In short, you are jumping to the last place having same parity in a group of range k.
This is almost same approach which i used…
The only difference is that i traversed in forward direction, and stored minimum for each position…
But i dont know where am i going wrong
Any advice?
Thanks in advance
First of all, your code does not fit the time limit.
Secondly, the line if(a[i]&1==a[j]&1) is not working, replace it with if((a[i]&1)==(a[j]&1)) [Just put it in bracket].
Test case :
1
5 2
948 28 1 238 94
After putting brackets, it shows correct output. You can verify.

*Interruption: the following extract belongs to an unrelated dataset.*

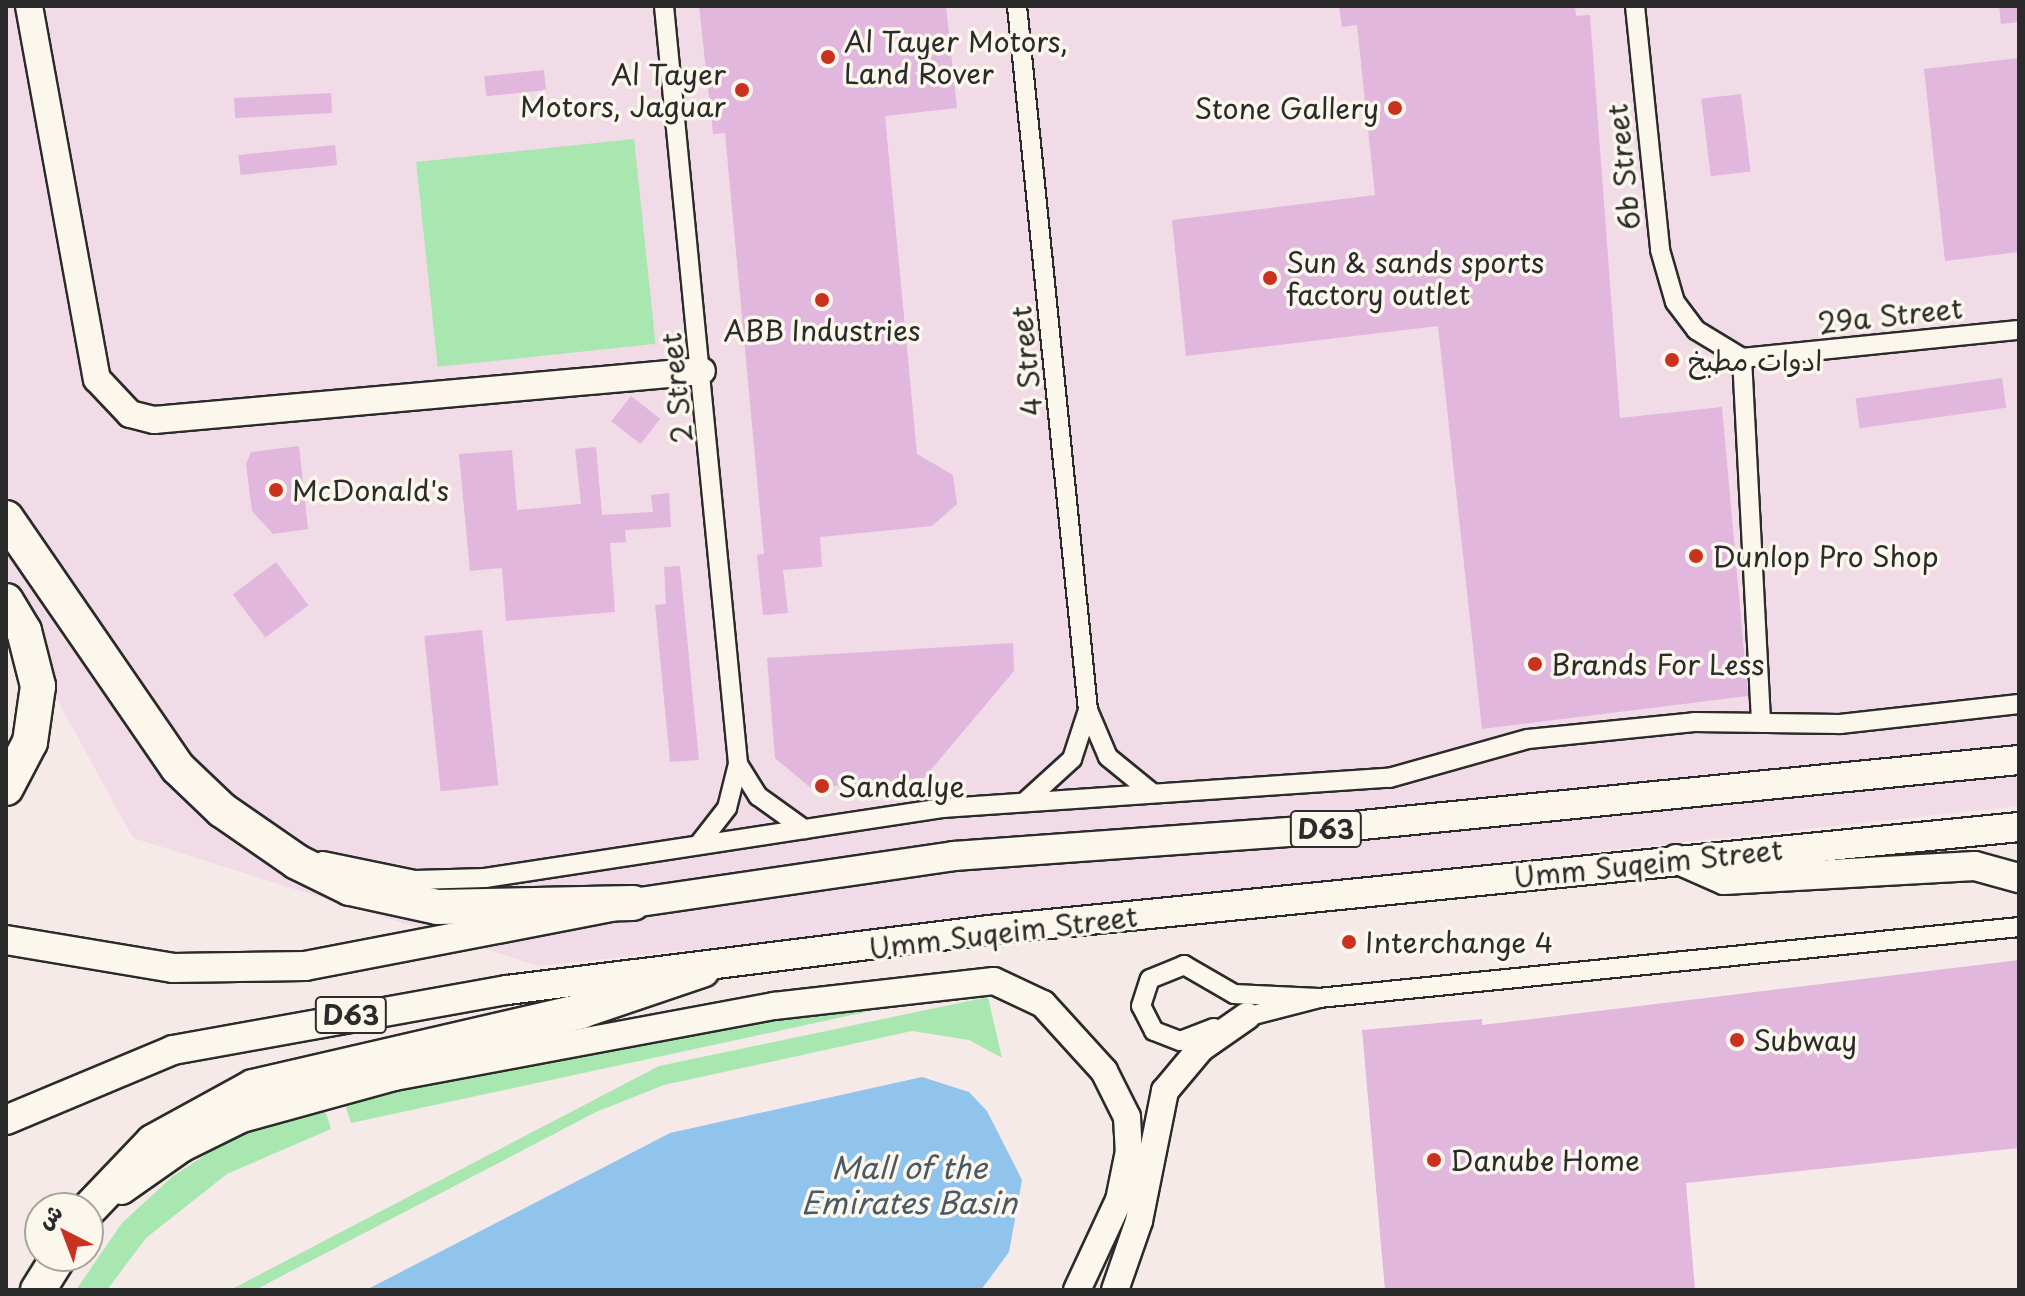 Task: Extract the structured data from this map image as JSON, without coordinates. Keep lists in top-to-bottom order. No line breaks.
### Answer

vector<int> dp(n+1,INT_MAX); //it'll store the minimum values as you require
//thes two multisets will store the dp values of the range [i-k,i) according to there parity of values so that you can get the minimum in the range as per the parity of current i
multiset<int> evens,odds;
//just setting up the initial values where we can reach without considering parity and inserting them in multiset as per parity
for(int i=1;i<=k;i++){
dp[i]=1;
if(v[i]%2==0) evens.insert(dp[i]);
else odds.insert(dp[i]);
}
//now the final transitions begin we find the minimum in range [i-k,i) as per the parity in the multiset
for(int i=k+1;i<=n;i++){
//if v[i] is even well look in even multiset and after querying and doing necessary transition will add it to multiset
if(v[i]%2==0){
if(!evens.empty()) dp[i]=(*evens.begin()+1);
evens.insert(dp[i]);
}
//similarly for odd
else{
if(!odds.empty()) dp[i]=(*odds.begin()+1);
odds.insert(dp[i]);
}
//now the (i-k)th index won't be available for transition anymore so remove it from its respective set
if(v[i-k]%2==0){evens.erase(evens.find(dp[i-k]));}
else {odds.erase(odds.find(dp[i-k]));}
}
Some things to care during implementation
Remember it’ll have minimum moves for N and we need to find for N+1 to which we can make transition from any of the last k positions so query for the minimum is the last k dp values and return min+1 as ans.
(If min is greater than or equal to INT_MAX return -1
Actually during contest its more about getting it right so there are many conditions at the end of my code to this problem which might not be necessary as well but i didn’t want to miss out any of them so the code at end becomes confusing.Thus I added the main part with comments instead of complete code.
Hope its clear from the comments added, feel free to ask.
Its good to see juniors working hard and doing great in programming competitions.
Keep up the good work
There is an unnecessary cout<< statement in line 54
You are storing indices in the set and querying for upperbound of current index .I’m not sure if it is a correct way of transition.Do revisit your intution for using this.